Some of the most crusty curmudgeons and misanthropes in the history of this nation have hailed from New England. Robert Frost was himself reputed to have been a bitter old man, even when young. Poetry can flow from malice just as much as from magnanimity.

The Code of the West was the more enduring and less hostile of the barriers within the great divide between East and West in the United States. The Code was the sole canon upon which the civilization called Law and Order could be based, at least in the West. The Code was known, though not always followed. In fact, in the early years of the Wild West, the incidents for breaking the code outnumbered the occasions upon which it was upheld.

The Wild West was tamed over the course of inexorable time, over decades of diligent duty of citizens toward law and order, toward the upholding of the Code, toward the belief in the Almighty God.

It was a phenomenal achievement for a young nation, to arrive at a society where freedom outweighed authority, and where liberty was loved more than life itself. Without freedom, authority is despotic. Without liberty, there’s not much life, or not much life that is worth living. The laws of God always and inevitably undergird the laws of man in a free society such as the United States of America.

Balancing those scales — of individual liberty and of respect for the law — that harmony is forever a work in progress. During the years of frontier fighting and frontier settling in the States, that harmony was silenced by crime and chaos, but only for limited periods of time.

When despots and tyrants, elected or otherwise, seek to intimidate the citizens within a free republic such as America, the scales of justice are put out of balance. The whack jobs in this country are tilting those scales of justice out of whack. This privation of due process and blatant moral asymmetry naturally attempt to right themselves, which is why the thugs and criminals, in government and outside of it, are exhausting themselves amidst their corruption and chaos.

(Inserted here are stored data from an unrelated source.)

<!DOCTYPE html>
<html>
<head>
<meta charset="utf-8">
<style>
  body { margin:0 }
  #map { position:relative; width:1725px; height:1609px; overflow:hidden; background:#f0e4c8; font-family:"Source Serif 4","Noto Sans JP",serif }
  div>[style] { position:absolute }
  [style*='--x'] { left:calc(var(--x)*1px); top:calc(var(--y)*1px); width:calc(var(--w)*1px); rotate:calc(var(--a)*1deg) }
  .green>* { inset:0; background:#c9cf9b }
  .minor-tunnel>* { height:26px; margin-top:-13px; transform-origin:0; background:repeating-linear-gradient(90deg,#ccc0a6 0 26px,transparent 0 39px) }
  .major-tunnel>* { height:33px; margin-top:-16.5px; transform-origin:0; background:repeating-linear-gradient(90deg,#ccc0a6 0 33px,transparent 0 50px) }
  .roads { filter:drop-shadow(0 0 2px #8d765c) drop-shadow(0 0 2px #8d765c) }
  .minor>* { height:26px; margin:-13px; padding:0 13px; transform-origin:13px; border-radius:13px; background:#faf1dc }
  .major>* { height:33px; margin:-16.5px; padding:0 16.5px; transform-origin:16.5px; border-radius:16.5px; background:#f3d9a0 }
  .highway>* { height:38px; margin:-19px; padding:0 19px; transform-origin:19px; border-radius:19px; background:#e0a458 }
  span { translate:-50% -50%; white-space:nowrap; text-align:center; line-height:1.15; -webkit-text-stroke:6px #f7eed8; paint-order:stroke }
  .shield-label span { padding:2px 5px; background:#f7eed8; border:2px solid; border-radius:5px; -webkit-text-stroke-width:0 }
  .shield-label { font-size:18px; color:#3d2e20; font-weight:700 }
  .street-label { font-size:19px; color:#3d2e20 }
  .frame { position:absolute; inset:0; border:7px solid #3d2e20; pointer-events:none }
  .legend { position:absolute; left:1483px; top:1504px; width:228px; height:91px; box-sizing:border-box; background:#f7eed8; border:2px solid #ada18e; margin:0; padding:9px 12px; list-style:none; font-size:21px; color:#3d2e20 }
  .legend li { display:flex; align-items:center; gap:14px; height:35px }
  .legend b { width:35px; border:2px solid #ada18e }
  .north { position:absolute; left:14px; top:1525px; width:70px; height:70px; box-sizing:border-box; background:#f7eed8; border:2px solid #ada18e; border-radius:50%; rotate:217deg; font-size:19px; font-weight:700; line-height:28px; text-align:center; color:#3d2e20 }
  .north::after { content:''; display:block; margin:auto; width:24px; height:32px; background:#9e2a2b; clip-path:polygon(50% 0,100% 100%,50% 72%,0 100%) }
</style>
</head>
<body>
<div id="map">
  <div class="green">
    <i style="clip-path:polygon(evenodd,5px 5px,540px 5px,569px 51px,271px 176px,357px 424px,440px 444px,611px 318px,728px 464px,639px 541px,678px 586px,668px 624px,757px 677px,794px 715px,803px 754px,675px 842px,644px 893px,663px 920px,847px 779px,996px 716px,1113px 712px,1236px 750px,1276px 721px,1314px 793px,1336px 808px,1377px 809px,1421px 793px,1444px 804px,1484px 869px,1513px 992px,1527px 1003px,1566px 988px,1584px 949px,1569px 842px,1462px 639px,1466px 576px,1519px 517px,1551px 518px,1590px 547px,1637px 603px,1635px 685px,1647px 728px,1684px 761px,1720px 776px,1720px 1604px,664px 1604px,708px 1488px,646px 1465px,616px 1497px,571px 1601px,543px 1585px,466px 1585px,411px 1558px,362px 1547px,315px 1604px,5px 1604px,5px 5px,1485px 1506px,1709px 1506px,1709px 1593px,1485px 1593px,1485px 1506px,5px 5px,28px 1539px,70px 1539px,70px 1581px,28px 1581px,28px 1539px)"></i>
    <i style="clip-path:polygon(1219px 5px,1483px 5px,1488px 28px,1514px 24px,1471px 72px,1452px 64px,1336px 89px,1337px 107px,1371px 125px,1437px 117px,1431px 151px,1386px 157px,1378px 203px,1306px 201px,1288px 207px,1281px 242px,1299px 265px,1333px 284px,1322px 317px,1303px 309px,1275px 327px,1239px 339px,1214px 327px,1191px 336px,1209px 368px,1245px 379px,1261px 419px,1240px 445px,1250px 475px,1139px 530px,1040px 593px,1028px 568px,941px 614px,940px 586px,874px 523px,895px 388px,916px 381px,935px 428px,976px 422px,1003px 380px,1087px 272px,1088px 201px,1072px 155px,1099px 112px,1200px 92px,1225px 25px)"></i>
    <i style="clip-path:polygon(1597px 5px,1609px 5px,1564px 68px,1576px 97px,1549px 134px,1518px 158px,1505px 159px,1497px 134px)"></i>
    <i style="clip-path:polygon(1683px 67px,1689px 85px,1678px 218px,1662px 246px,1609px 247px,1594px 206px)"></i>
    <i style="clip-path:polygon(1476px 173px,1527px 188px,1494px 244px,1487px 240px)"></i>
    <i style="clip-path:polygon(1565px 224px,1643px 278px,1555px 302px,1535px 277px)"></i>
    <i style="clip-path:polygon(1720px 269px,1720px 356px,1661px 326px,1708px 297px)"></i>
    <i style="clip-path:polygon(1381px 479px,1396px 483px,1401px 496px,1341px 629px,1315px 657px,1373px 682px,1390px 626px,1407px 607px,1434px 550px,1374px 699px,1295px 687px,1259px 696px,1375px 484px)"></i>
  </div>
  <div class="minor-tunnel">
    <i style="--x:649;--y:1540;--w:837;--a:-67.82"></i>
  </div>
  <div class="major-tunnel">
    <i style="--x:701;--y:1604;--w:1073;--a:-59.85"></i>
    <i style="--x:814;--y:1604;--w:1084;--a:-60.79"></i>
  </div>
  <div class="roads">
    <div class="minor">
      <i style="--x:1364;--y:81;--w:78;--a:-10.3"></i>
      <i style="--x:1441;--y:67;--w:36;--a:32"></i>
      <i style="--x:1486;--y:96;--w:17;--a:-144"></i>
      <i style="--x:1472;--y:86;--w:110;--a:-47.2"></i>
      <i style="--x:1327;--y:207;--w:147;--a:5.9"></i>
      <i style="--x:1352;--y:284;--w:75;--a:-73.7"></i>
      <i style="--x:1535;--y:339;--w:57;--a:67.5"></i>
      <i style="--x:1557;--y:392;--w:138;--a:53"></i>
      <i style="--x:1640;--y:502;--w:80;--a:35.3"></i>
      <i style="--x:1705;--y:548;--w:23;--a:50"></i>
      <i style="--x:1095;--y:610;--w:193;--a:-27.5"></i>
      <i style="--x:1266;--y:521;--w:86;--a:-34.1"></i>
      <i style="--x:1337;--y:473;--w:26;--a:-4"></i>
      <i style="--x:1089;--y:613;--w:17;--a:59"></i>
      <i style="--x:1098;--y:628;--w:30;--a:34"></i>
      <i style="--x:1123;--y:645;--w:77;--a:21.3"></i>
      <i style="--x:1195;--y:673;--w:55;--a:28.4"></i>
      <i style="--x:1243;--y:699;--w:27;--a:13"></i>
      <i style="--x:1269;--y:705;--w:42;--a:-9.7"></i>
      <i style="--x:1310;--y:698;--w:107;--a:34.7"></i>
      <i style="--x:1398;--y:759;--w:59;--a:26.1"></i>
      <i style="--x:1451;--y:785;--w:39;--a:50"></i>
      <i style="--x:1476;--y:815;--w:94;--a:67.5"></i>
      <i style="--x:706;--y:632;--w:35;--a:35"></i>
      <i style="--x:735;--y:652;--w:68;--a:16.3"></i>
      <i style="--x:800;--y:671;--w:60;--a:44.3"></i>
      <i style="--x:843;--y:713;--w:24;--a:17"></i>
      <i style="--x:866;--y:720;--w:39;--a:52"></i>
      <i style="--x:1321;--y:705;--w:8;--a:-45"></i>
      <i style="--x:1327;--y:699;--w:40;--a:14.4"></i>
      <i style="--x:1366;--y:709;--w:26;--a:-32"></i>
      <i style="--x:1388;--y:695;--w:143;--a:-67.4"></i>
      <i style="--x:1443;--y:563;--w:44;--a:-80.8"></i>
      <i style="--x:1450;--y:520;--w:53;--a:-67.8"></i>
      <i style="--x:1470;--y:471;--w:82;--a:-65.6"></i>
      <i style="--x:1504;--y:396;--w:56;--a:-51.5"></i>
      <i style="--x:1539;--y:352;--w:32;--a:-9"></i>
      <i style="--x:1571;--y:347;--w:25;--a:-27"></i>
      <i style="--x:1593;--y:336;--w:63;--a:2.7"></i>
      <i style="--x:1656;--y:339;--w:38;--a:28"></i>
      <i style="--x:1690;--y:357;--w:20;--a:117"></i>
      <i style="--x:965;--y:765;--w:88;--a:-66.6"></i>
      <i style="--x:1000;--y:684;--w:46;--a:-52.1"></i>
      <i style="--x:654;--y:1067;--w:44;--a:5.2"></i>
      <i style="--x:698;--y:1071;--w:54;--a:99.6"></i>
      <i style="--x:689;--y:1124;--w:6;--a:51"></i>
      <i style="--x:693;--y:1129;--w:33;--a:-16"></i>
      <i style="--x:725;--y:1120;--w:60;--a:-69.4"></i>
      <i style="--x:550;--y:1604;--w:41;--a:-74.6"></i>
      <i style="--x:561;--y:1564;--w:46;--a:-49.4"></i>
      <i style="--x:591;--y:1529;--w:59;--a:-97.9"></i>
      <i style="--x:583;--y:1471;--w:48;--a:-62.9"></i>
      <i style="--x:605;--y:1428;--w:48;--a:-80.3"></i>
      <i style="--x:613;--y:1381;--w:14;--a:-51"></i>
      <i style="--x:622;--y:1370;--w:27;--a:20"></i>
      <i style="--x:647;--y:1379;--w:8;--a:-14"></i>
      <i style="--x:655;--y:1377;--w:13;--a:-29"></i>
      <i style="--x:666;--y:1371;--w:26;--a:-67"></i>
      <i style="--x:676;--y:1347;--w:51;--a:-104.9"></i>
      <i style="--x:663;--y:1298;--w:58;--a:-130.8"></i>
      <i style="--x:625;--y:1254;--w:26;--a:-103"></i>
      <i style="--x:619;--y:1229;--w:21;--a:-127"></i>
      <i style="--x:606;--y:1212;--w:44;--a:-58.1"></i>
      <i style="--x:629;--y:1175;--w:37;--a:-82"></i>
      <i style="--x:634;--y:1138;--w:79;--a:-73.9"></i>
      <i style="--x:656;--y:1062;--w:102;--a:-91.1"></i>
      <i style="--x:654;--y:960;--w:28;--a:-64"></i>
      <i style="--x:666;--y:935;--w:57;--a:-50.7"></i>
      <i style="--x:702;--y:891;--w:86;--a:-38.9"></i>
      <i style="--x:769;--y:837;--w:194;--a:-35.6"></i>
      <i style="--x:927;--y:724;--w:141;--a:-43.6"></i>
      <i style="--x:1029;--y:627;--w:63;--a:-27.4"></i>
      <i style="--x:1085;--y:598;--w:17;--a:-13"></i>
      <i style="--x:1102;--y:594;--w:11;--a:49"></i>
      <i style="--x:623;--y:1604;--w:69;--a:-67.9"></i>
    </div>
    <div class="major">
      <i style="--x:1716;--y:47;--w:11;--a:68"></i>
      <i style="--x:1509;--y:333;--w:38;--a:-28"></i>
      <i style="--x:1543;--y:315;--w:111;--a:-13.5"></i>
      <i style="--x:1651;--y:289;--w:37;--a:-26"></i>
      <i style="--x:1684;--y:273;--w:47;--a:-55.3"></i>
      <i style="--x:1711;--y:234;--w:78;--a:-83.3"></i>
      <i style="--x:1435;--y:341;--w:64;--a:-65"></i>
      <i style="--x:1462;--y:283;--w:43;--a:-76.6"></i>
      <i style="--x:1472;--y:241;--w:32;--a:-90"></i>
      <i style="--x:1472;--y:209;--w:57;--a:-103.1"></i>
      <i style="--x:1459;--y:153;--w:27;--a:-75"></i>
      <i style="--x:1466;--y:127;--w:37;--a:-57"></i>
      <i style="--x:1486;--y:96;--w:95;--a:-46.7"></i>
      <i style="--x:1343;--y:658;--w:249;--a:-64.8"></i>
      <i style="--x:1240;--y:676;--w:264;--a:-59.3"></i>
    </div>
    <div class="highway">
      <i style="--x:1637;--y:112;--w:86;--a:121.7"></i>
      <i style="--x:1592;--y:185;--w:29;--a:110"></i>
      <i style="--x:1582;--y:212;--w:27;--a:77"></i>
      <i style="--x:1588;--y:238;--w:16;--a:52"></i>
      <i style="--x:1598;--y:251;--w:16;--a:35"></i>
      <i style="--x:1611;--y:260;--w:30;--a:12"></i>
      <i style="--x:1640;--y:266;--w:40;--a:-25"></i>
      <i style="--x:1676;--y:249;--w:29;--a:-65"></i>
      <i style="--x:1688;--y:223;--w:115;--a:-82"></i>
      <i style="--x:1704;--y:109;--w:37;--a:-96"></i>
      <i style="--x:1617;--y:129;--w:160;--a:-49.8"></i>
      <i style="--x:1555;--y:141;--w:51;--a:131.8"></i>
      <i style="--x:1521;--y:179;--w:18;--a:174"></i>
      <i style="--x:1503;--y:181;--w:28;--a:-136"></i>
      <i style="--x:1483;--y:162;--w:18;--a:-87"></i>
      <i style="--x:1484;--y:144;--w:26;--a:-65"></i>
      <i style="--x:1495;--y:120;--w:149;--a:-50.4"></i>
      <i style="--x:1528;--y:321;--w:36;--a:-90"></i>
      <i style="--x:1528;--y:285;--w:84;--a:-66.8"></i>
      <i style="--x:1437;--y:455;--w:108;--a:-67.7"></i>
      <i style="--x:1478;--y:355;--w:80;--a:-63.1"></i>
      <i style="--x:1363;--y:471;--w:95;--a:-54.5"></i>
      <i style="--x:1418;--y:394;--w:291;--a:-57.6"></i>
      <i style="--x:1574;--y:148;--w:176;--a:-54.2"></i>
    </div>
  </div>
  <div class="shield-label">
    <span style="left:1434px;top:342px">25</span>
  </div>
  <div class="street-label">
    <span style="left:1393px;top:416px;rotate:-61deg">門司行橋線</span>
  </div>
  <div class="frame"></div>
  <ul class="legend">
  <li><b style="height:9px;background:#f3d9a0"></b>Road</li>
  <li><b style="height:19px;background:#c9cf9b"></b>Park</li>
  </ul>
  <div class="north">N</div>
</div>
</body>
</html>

It’s taxing, tortuous work to lie, cheat, steal, and fabricate a facade that instantly falls apart upon being sprung upon the American people. The status quo of squalor behind the scenes cannot be kept up for years and years by the sociopaths, psychopaths, and lewd louts on the lam from the truth. The fraud, in truth, starts to fall apart even as it’s being concocted. I marvel at the will, twisted at that, to perpetuate such evil, especially when the hand of God is not idle or impartial in the face of wickedness.

Government, of the people, by the people, and for the people, sought, and still seeks, to seek resolution from the chaos, to strike those chords of harmony in a society of free men and free women. We the People yearn for a better life, not for a better lie.

Truckee, California was one such settlement in the West that sought the balance between lawlessness and the Code of the West. Lawlessness prevailed for many years there, after the Gold Rush, despite the Code.

For about 100 years, from the founding of Truckee as Pollard’s Station in 1866, until the mid-twentieth century, logging was a major industry in this town. Also during this era, blocks of ice were harvested from the ponds in Truckee and shipped by rail car to San Francisco for residential and commercial ice boxes. During the late 1800s, Truckee deservedly gained a reputation as a Wild West town, replete with saloons and a red-light district.

In Truckee, as in other mountain and frontier towns, the desire for the Code of the West to prevail over the crimes of a lawless society became the desire for men, women, and children, families, to reside in the surety of a sheriff doing his duty. A good sheriff was not the easiest hero to find in the Wild West, or even in the West of the early 20th century.

We the Citizens in the West presently count on the local law enforcement to protect us from the encroachments of the Nanny State and puppet-governor dictates, in a way that the earliest settlers of this region had counted upon. In this very real sense, the West is wild again. We the Patriots have to cut through miles of barbed wire and forked tongues.